The leaves are beginning to change color. Temperatures are getting cooler. Dew gathers daily on the windshield of my car and a morning walk through the grass will get your shoes wet. As chilly weather sets in, so does the desire for a fire in the woodstove and a pot of chili simmering in the kitchen.
I like to make big pots of chili. We’ll eat some for our meal, put some in the refrigerator for lunches the next day, and a few quarts in the freezer for another day.
Through a combined series of misfortunes, distractions and sheer stupidity, I managed to burn two gallons of homemade chili in the pot. Sometimes I can recover the chili in the pan if I don’t disturb the burned chili on the bottom. But, this time, I really scorched it and that nasty charred flavor made its way through the whole batch.
I threw away the chili and scraped an inch of burned beans, meat and tomatoes from the bottom of the pan, exposing the hard, burned black stuff. Charcoal had nothing over the floor of this pan. I put some soap and water in the pan and left it to soak overnight.
I went back the following day and looked into the pan to assess the damage and see if the pot could be recovered. I tried to scrape the bottom with a spoon, but it was so charred I decided to just throw the pot away.
That’s when it happened. I heard my mother’s voice saying, “Don’t you dare! You get over to that sink and clean that pan right now.”
I sassed right back, "You can't tell me what to do. I am an adult now!" As I scrubbed on the pan, I tried to reason with her, “Look at this mess – let’s just throw the pan away and get another one.”

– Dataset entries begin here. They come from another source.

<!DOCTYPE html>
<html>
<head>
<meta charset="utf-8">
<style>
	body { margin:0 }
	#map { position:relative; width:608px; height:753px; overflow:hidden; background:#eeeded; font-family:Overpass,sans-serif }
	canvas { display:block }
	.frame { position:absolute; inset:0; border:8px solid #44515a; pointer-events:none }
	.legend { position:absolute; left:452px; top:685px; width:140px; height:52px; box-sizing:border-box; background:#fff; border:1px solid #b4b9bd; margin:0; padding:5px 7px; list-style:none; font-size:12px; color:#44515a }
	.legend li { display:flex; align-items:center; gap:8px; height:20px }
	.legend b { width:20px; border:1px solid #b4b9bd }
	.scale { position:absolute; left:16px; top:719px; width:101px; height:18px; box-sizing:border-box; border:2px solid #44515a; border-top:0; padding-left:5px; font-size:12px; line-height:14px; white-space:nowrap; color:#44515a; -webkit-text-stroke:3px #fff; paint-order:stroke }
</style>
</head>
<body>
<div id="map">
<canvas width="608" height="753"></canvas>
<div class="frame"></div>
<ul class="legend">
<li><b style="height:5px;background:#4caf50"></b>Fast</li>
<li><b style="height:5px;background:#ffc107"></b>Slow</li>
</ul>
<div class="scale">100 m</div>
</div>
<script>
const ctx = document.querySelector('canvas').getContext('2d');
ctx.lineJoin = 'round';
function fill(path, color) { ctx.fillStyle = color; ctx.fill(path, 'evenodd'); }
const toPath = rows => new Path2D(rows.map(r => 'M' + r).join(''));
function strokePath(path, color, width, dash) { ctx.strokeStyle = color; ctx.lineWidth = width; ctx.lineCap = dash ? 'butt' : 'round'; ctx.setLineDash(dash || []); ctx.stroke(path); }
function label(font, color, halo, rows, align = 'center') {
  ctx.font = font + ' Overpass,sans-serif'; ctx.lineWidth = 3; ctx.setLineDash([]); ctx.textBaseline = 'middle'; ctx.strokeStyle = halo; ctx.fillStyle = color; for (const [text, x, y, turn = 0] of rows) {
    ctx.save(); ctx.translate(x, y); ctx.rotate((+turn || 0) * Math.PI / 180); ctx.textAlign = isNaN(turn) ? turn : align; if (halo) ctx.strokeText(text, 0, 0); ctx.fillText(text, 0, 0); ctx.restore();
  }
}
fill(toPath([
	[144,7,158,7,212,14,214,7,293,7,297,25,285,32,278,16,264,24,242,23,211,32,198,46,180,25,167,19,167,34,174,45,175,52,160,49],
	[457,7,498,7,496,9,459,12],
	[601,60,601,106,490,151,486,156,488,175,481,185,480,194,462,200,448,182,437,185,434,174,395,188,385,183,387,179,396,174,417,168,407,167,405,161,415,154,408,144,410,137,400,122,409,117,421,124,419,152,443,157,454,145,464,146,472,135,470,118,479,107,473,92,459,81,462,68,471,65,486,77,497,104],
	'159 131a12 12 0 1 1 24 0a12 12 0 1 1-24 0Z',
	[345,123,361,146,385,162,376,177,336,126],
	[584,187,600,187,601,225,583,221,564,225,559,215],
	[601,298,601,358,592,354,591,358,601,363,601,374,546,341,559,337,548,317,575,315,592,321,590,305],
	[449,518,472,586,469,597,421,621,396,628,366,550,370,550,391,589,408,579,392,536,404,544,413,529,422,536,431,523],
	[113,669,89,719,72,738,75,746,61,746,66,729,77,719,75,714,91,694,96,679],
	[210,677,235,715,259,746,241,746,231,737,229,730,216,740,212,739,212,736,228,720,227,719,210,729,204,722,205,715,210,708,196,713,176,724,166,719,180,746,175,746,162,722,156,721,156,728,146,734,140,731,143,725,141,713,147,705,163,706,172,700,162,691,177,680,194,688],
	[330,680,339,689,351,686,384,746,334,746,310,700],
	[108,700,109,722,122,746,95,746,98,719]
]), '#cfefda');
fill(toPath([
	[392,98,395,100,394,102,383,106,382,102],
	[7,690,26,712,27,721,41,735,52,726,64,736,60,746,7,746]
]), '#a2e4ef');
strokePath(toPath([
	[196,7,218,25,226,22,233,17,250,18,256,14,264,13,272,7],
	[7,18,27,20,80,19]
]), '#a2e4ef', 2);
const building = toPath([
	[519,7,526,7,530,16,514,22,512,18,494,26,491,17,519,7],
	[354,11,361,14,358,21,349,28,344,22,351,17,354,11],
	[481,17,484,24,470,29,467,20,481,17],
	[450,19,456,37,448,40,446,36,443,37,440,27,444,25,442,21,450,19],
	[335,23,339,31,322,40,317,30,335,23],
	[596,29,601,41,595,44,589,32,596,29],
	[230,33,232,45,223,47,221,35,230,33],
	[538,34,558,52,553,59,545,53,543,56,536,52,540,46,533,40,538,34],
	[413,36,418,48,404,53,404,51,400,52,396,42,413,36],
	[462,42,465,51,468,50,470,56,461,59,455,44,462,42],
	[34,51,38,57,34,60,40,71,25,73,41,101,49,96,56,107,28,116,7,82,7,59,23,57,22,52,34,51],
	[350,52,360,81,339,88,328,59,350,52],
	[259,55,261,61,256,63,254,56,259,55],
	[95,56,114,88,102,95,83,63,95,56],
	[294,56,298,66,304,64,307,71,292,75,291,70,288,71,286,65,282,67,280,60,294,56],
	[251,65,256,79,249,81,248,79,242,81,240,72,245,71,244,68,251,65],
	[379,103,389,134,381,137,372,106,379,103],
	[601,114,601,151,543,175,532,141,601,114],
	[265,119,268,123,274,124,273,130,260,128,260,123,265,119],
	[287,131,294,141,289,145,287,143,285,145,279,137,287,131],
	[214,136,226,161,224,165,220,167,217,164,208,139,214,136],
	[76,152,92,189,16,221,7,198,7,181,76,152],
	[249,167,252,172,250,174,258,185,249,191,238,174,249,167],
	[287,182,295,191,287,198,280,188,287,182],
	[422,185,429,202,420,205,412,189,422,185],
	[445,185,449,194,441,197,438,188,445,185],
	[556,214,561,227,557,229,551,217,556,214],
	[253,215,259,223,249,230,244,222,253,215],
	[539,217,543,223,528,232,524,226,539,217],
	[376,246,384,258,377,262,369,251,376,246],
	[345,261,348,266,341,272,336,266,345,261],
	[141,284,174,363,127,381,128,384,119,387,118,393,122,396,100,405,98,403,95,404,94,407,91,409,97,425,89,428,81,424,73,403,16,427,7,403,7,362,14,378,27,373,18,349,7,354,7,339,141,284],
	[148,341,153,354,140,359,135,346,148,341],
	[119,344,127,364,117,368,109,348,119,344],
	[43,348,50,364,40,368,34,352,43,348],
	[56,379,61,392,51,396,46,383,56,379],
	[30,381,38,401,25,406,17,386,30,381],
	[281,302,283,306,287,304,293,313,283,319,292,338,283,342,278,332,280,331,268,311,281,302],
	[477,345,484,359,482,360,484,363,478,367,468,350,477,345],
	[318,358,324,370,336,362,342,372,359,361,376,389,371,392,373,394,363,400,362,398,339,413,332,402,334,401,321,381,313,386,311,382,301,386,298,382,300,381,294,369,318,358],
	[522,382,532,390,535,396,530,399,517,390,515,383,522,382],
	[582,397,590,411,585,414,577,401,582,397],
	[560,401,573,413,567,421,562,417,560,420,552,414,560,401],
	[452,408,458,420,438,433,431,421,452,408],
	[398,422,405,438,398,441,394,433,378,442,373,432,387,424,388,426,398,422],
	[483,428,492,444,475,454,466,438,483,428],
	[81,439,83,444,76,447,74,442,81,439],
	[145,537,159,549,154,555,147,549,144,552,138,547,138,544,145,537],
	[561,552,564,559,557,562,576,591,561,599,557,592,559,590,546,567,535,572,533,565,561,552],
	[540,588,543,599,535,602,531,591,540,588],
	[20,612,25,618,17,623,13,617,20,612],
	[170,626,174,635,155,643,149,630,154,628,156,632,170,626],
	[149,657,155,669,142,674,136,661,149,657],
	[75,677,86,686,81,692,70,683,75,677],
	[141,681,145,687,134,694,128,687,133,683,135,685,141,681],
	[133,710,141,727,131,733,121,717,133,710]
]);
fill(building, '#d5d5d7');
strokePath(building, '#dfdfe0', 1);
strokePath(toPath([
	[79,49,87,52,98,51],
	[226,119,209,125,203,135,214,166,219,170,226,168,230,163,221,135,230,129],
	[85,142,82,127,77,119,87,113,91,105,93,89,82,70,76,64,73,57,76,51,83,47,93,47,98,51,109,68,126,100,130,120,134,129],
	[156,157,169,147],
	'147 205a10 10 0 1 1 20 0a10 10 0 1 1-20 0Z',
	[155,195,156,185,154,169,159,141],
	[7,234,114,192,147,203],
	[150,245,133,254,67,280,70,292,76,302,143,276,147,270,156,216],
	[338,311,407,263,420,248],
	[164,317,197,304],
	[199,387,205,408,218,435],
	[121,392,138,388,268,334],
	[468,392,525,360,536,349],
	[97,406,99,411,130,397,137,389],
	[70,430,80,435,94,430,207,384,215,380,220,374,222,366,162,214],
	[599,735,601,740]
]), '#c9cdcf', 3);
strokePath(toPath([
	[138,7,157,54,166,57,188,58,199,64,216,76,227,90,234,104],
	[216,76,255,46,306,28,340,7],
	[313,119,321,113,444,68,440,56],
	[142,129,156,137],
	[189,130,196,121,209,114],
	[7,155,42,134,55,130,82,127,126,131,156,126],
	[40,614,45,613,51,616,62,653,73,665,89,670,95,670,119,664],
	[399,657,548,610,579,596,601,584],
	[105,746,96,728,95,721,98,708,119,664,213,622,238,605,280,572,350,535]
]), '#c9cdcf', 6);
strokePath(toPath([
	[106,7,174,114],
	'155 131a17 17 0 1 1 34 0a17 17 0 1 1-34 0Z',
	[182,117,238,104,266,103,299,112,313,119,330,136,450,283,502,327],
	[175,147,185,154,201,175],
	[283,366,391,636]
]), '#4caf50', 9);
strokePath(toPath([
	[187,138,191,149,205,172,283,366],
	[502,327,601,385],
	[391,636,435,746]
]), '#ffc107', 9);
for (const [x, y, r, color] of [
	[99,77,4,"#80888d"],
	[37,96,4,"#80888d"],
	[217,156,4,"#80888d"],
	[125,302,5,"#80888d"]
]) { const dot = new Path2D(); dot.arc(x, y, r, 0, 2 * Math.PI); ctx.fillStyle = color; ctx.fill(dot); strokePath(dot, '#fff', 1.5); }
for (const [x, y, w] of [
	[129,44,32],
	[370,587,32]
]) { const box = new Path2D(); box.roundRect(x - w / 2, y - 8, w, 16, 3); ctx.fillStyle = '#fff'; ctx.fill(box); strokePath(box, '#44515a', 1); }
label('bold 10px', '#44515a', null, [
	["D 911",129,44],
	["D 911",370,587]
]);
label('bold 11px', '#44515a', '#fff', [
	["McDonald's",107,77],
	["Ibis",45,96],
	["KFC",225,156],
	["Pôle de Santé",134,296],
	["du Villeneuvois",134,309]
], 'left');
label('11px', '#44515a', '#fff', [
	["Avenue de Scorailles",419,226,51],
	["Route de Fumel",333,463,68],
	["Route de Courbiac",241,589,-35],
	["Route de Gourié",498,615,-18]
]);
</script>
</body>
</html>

It was a fairly expensive pot, a nice stainless steel ten-quart pot with sturdy side handles and a vented glass lid. My wife bought it for me as a gift. I was sure it was ruined. “Keep scrubbing.” I heard the voice say.
“It’s not coming out” was my plea of defense.
“Use Comet” she replied.
I argued; “but it’s…”
“SCRUB!”
I scrubbed and scrubbed that pan with Comet and a green scratchy pad. I rinsed the pan, feeling it was clean enough and started to put it in the strainer, when the voice clarified “It is not clean. There is still more in the pan.” I thought again about throwing it out, but I was certain she was watching from somewhere around the corner to assure that didn’t happen.
After the final scrubbing, I rinsed the pan. I saw the bottom of a once again shiny stainless-steel pan. I am sure I felt a warm hand on my shoulder as I heard a softer voice asking; “Now, aren’t you glad you didn’t throw away that perfectly good pan?”
I took a quick look over my shoulder. No one was there. My fingertips were tender from scrubbing with the abrasives; my wrist ached a bit from the odd angle used reaching into the deep pot. I quipped to myself, “People should not be able to talk from the grave.”
The voice replied, “I heard that, too.”
As I dried the pan I thought about how much I miss those days in the kitchen with my mom and the lessons she taught me. They were lessons about cooking and cleaning, right from wrong, living, loving and believing.
It’s been over 25 years now since she passed away. From time to time, she still stops into my kitchen, offering me some remedial training. You know, people like Mom, who passed before us, don’t really talk from the grave – but they do continue to speak through the heart.
Melissa walked into the kitchen. I smiled showing her the pan and proudly said, “Look, I got it clean.”